From the time of his assassination in 1901, McKinley was called uninspired, a mere tool of Eastern big businessmen, a puppet whose strings were pulled by fellow Ohioan and Republican boss Mark Hanna.
One large part of the judgment of history on the 25th president was the dynamic character of the charismatic vice president who succeeded him, Theodore Roosevelt.
Another part was the nature of the man himself. Though apparently much admired -- McKinley overwhelmingly won a second term in 1900 -- he did not strike sparks. He coined no memorable phrases. He rarely wrote down his thoughts or his reasons for action. He was content to let others take credit for his accomplishments. His face was a mask that enabled cartoonist Homer Davenport to caricature him notably as an overdressed, impotent, manipulated Buddha.

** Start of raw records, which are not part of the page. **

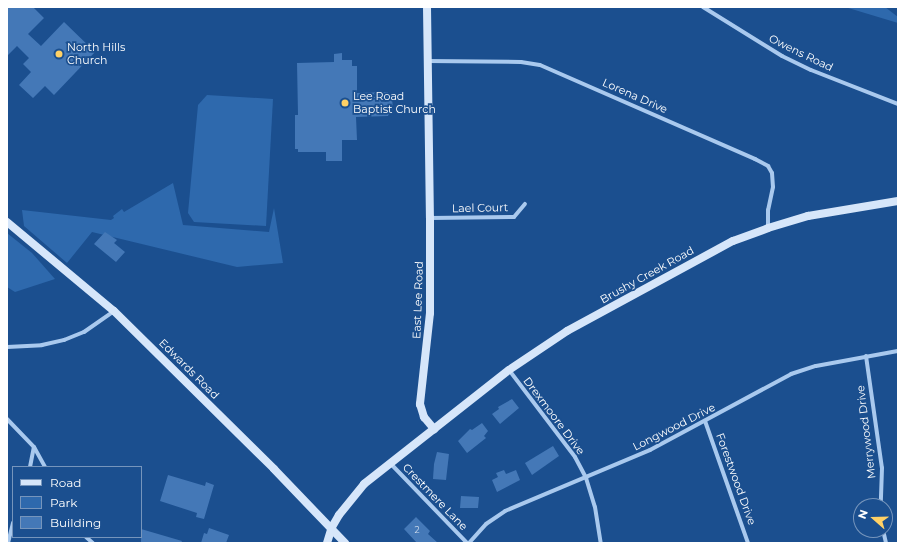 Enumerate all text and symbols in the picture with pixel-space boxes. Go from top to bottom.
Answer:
street label: Owens Road [767,32,835,74]
place label: North Hills Church [67,41,125,67]
marker: North Hills Church [54,49,64,59]
street label: Lorena Drive [600,76,670,116]
place label: Lee Road Baptist Church [353,90,436,116]
marker: Lee Road Baptist Church [340,98,350,108]
street label: Lael Court [452,201,508,215]
street label: Brushy Creek Road [598,244,696,306]
street label: East Lee Road [410,261,426,339]
street label: Edwards Road [156,336,222,402]
street label: Drexmoore Drive [521,375,587,457]
street label: Merrywood Drive [854,384,878,480]
street label: Longwood Drive [631,401,717,453]
street label: Forestwood Drive [713,431,759,527]
street label: Crestmere Lane [400,461,470,533]
legend [12,466,142,538]
text: Road [50,475,81,490]
text: Park [50,495,77,510]
north arrow [853,498,893,538]
text: N [855,508,871,521]
text: Building [50,515,101,530]
house number: 2 [414,525,420,535] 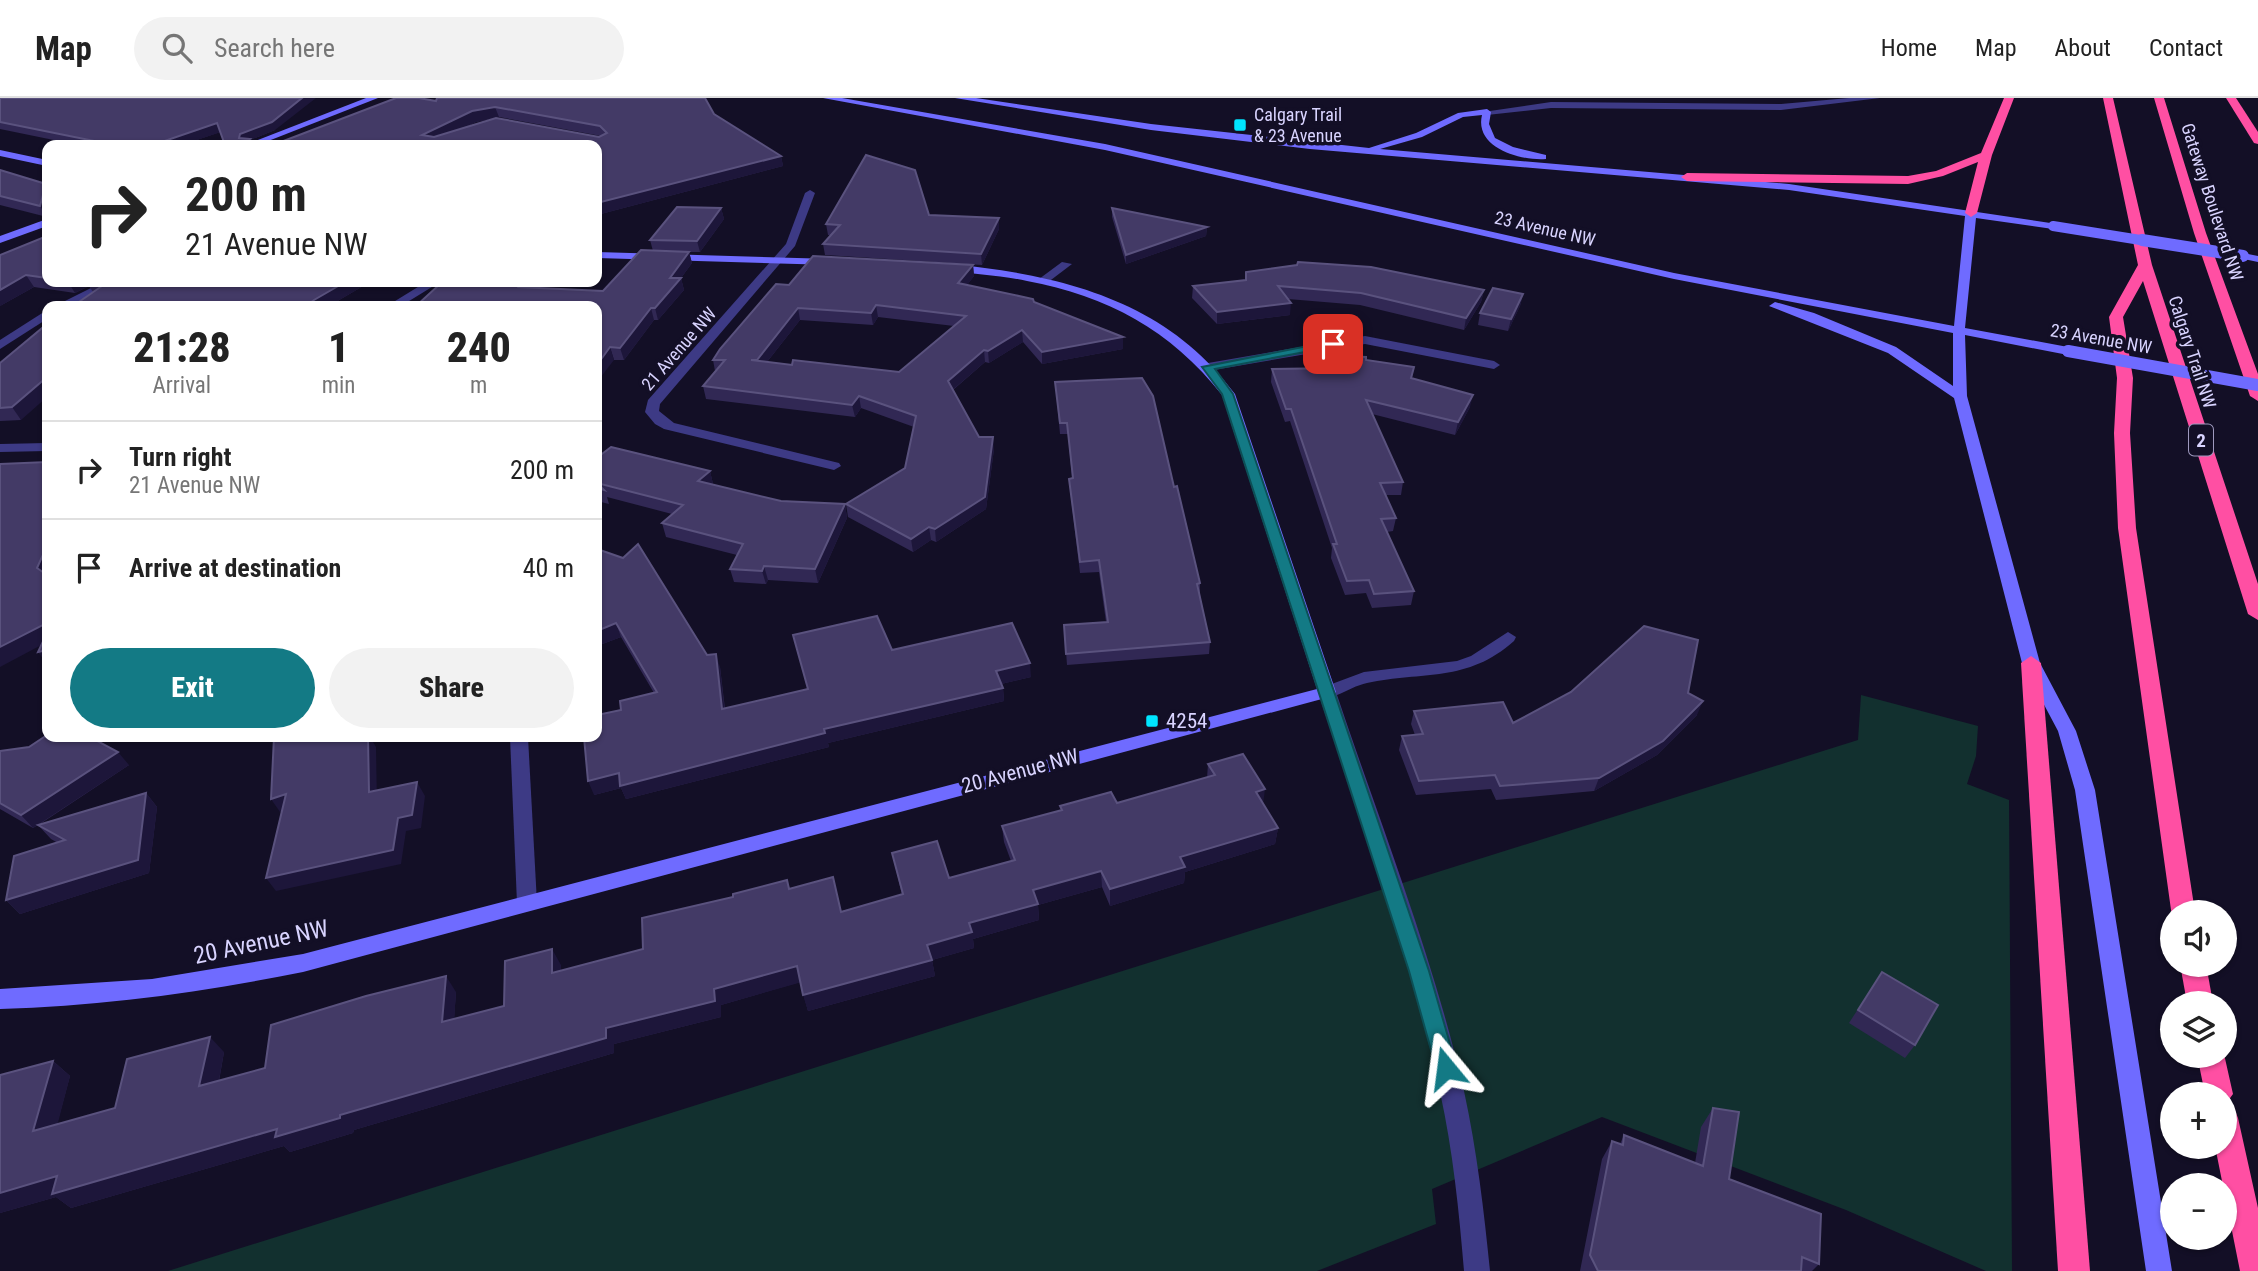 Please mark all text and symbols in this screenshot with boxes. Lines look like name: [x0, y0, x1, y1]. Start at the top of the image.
search box: [134, 17, 624, 80]
text: Map: [35, 29, 92, 68]
icon: search: [158, 29, 196, 67]
text: Search here: [214, 33, 335, 63]
text: Home: [1881, 34, 1937, 62]
text: Map: [1975, 34, 2017, 62]
text: About: [2055, 34, 2111, 62]
text: Contact: [2149, 34, 2223, 62]
place label: Calgary Trail & 23 Avenue: [1254, 104, 1342, 146]
marker: Calgary Trail & 23 Avenue: [1232, 117, 1248, 133]
street label: Gateway Boulevard NW: [2177, 120, 2248, 283]
text: 200 m: [185, 166, 307, 223]
icon: right: [70, 168, 161, 259]
street label: 23 Avenue NW: [1493, 207, 1598, 250]
text: 21 Avenue NW: [185, 225, 368, 263]
street label: Calgary Trail NW: [2164, 293, 2221, 411]
street label: 21 Avenue NW: [637, 303, 720, 394]
pin: [1303, 314, 1363, 374]
street label: 23 Avenue NW: [2049, 319, 2154, 358]
text: 21:28: [133, 323, 230, 372]
text: 1: [328, 323, 349, 372]
text: 240: [447, 323, 511, 372]
icon: arrive: [1314, 325, 1352, 363]
text: Arrival: [153, 372, 211, 399]
text: min: [322, 372, 355, 399]
text: m: [470, 372, 487, 399]
road number: 2: [2189, 424, 2213, 456]
text: Turn right: [129, 442, 231, 472]
icon: right: [70, 451, 108, 489]
text: 200 m: [510, 455, 574, 485]
text: 21 Avenue NW: [129, 472, 260, 499]
icon: arrive: [70, 549, 108, 587]
text: Arrive at destination: [129, 553, 341, 583]
text: 40 m: [523, 553, 574, 583]
button: Exit: [70, 648, 315, 728]
button: Share: [329, 648, 574, 728]
place label: 4254: [1166, 709, 1207, 733]
marker: 4254: [1144, 713, 1160, 729]
street label: 20 Avenue NW: [959, 744, 1081, 798]
map controls: [2160, 900, 2237, 1250]
button: sound: [2160, 900, 2237, 977]
street label: 20 Avenue NW: [191, 914, 331, 970]
button: layers: [2160, 991, 2237, 1068]
position arrow: [1409, 1031, 1483, 1105]
button: +: [2160, 1082, 2237, 1159]
button: −: [2160, 1173, 2237, 1250]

Phillips boldly sketches another McKinley. With a deep knowledge of U.S. history and electoral trends, he has illuminated previously overlooked aspects of American politics.
He first came to public attention with his analysis of Richard Nixon's victorious "Southern strategy" of appealing to both Southern whites and Northern blue-collars in his 1968 presidential campaign.

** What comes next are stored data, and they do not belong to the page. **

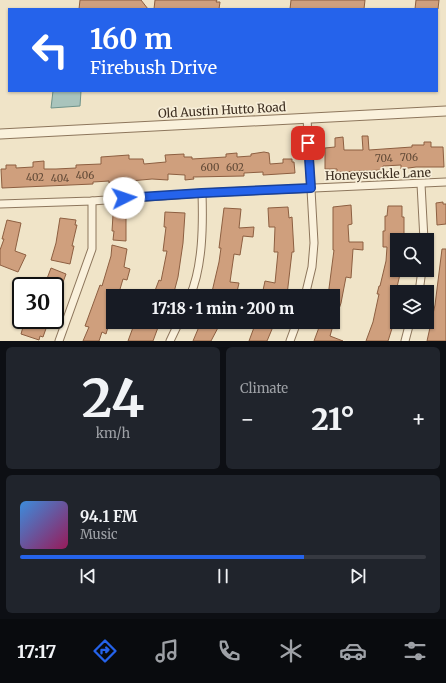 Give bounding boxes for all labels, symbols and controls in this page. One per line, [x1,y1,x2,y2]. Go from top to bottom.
text: 160 m [90,21,172,57]
icon: left [24,24,76,76]
text: Firebush Drive [90,56,217,79]
street label: Old Austin Hutto Road [158,99,286,121]
pin [291,126,325,160]
icon: arrive [297,132,319,154]
house number: 706 [400,151,418,164]
house number: 704 [375,152,393,165]
house number: 600 [201,161,220,174]
house number: 602 [226,161,244,174]
street label: Honeysuckle Lane [325,165,431,183]
house number: 406 [76,169,94,182]
house number: 402 [26,171,44,184]
house number: 404 [51,172,69,185]
position arrow [103,177,145,219]
map controls [390,233,434,329]
button: search [390,233,434,277]
speed limit sign: 30 [12,277,64,329]
button: layers [390,285,434,329]
text: 17:18 · 1 min · 200 m [152,299,294,318]
text: 24 [82,366,144,431]
text: Climate [240,380,288,397]
text: 21° [311,400,355,438]
text: − [240,405,255,433]
text: + [411,405,426,433]
text: km/h [96,425,130,442]
text: 94.1 FM [80,507,137,526]
text: Music [80,526,118,543]
icon: previous [77,565,99,587]
icon: pause [212,565,234,587]
icon: next [347,565,369,587]
icon: directions [91,637,119,665]
icon: music [153,637,181,665]
icon: phone [215,637,243,665]
icon: climate [277,637,305,665]
icon: car [339,637,367,665]
icon: filters [401,637,429,665]
text: 17:17 [17,640,56,663]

As a regular contributor to The Times and other publications, and author of numerous books, he has come to look with a sardonic eye on the influence of money and power on American life. His sympathies lie with the great American middle-class.
That is where Phillips squarely puts McKinley. The president, he writes, not only brought about a decisive shift in electoral politics but laid the groundwork for the progressive era that followed. McKinley, in Phillips' view, was able to unite the aspirations of new immigrants with those of earlier Americans. He was sympathetic to labor, to women and to African Americans. A devout Methodist and loving husband to his ailing wife, McKinley espoused national unity, inclusive politics and ecumenism, especially toward the growing number of Catholics in Ohio and elsewhere. His skeptical attitudes toward business combinations laid the groundwork for Theodore Roosevelt's trust-busting efforts.

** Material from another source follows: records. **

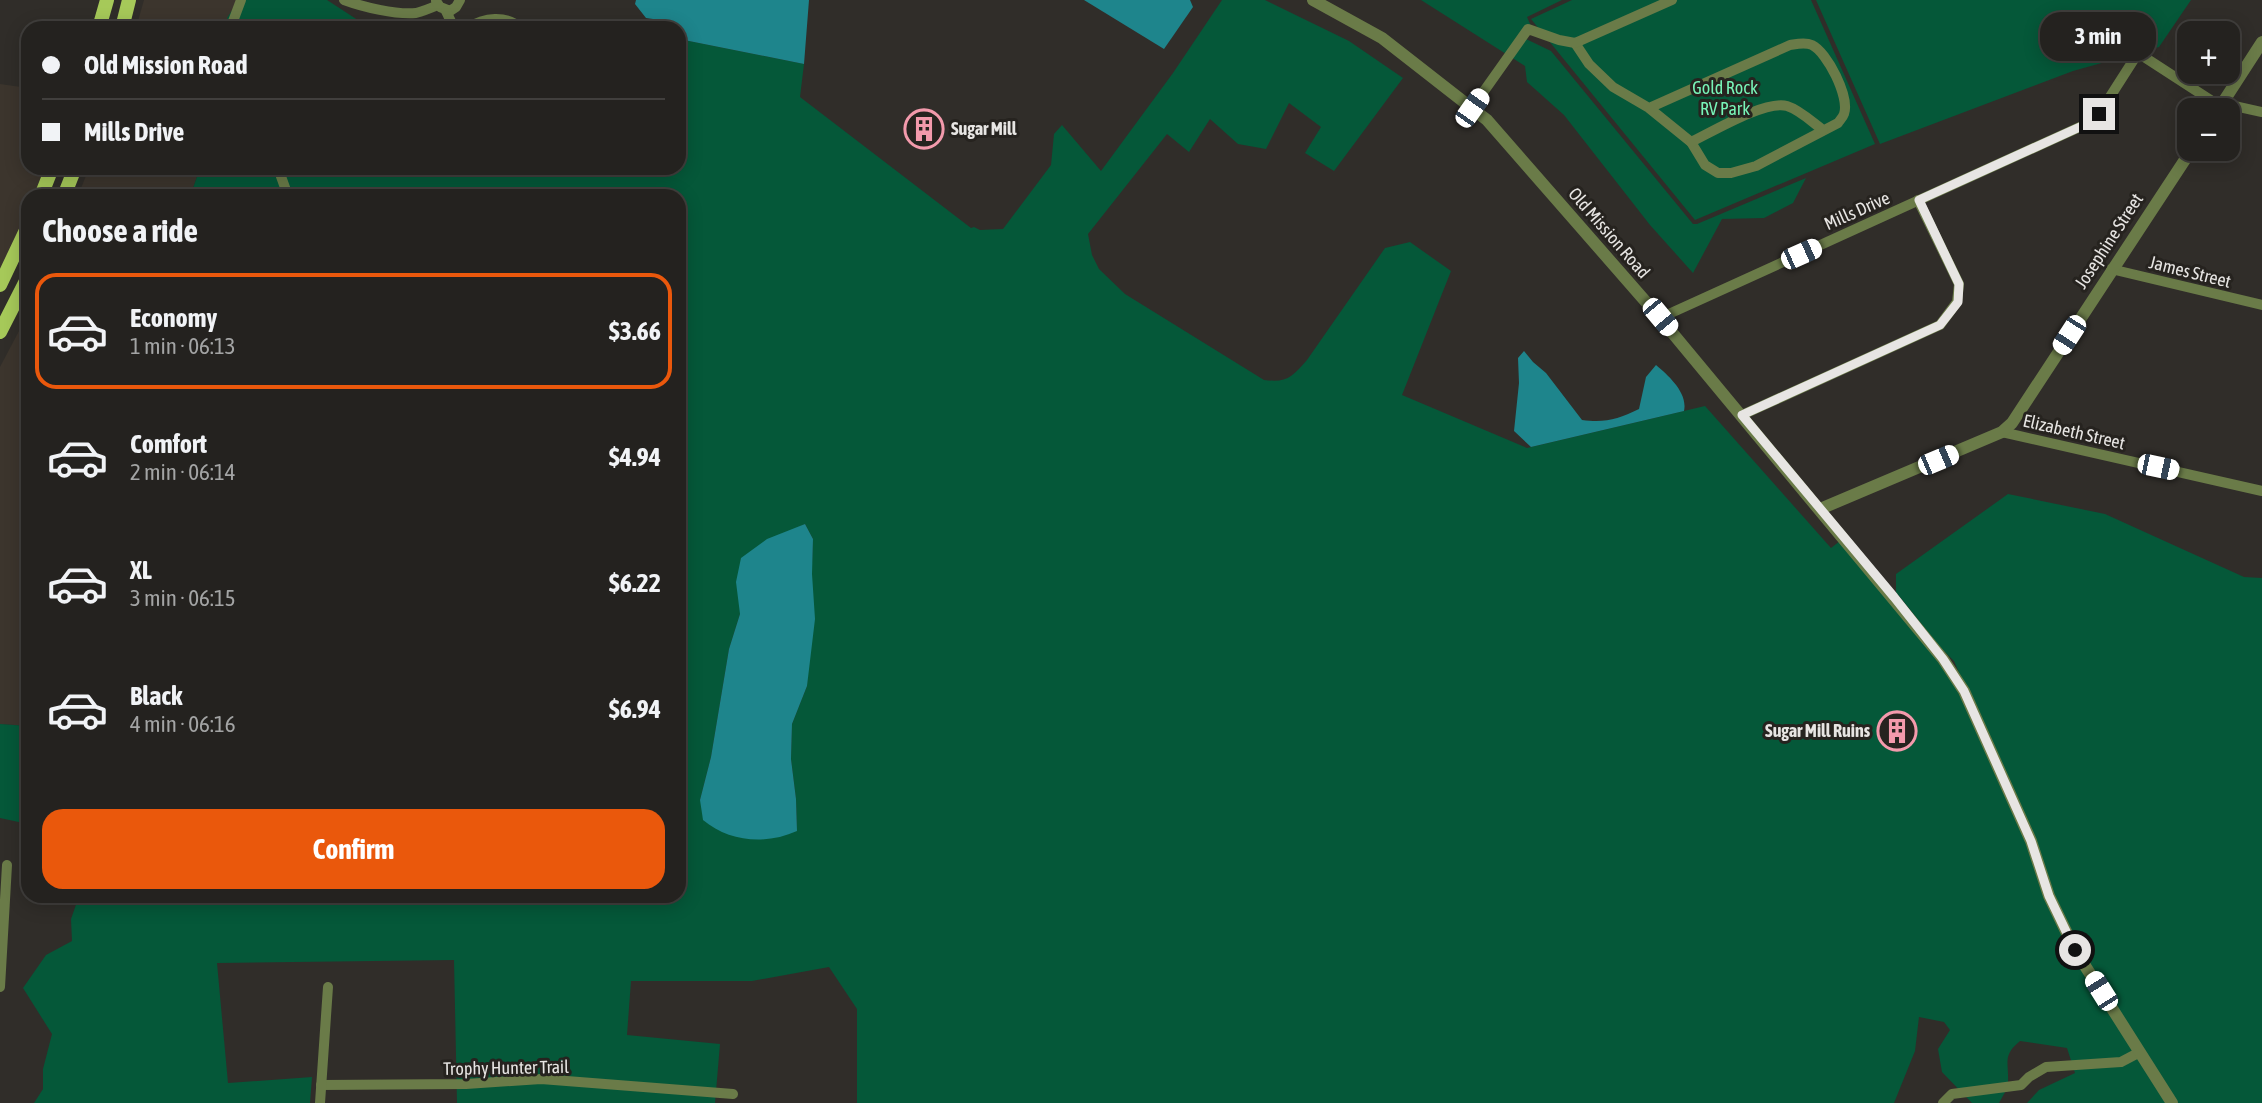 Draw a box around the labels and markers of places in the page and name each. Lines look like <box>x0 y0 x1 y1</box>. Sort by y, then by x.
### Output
building icon: Sugar Mill <box>903 108 945 150</box>
place label: Sugar Mill <box>951 118 1017 139</box>
building icon: Sugar Mill Ruins <box>1876 710 1918 752</box>
place label: Sugar Mill Ruins <box>1765 720 1871 741</box>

McKinley's protectionism was attacked for causing economic disruption. But Phillips says that some kind of protectionism was common for industrial democracies at the time and that McKinley laid great stress on tariff reciprocity, by which nations agreed to reduce import taxes mutually in an effort to stimulate trade.
Of the great gold versus silver debate that convulsed the nation in the latter part of the 19th century, Phillips concludes, as do other historians, that the fire went out of the argument when McKinley adopted the gold standard in 1900. The nation prospered with tariffs and on gold.
Earlier historians, influenced by the progressive movement and reflecting the debate at the time, saw McKinley's acquiescence in the war against Spain as a surrender to imperialism.
Phillips contends that McKinley was both instrumental in the diplomacy and naval buildup that led to the U.S. annexation of Hawaii and that he would have preferred to end the dispute with Spain diplomatically. That was not to be.
Public opinion was inflamed by newspapers and others after the explosion that sank the battleship Maine in Havana's harbor in 1898.
And Phillips suggests that strong war advocates surrounding him, including Roosevelt and Secretary of State John Hay, forced his hand. He may, however, be downplaying somewhat McKinley's religious conviction -- that he had a duty to help those oppressed by the Spaniards -- as a factor in his decision to go to war.
The book, one in a series of short presidential biographies edited by historian Arthur M. Schlesinger Jr., inevitably tackles the presidential rating scores. Phillips says that the former governor of Ohio should not be dismissed as he has been, but should be ranked for his political and policy achievements along with Theodore Roosevelt as among the "near-great" chief executives.
Because this thesis rests in large part on what McKinley might have done had he lived through his second term, much is speculative. But not all. Phillips makes a strong case that in our national memory we have slighted the lawyer from Canton, Ohio.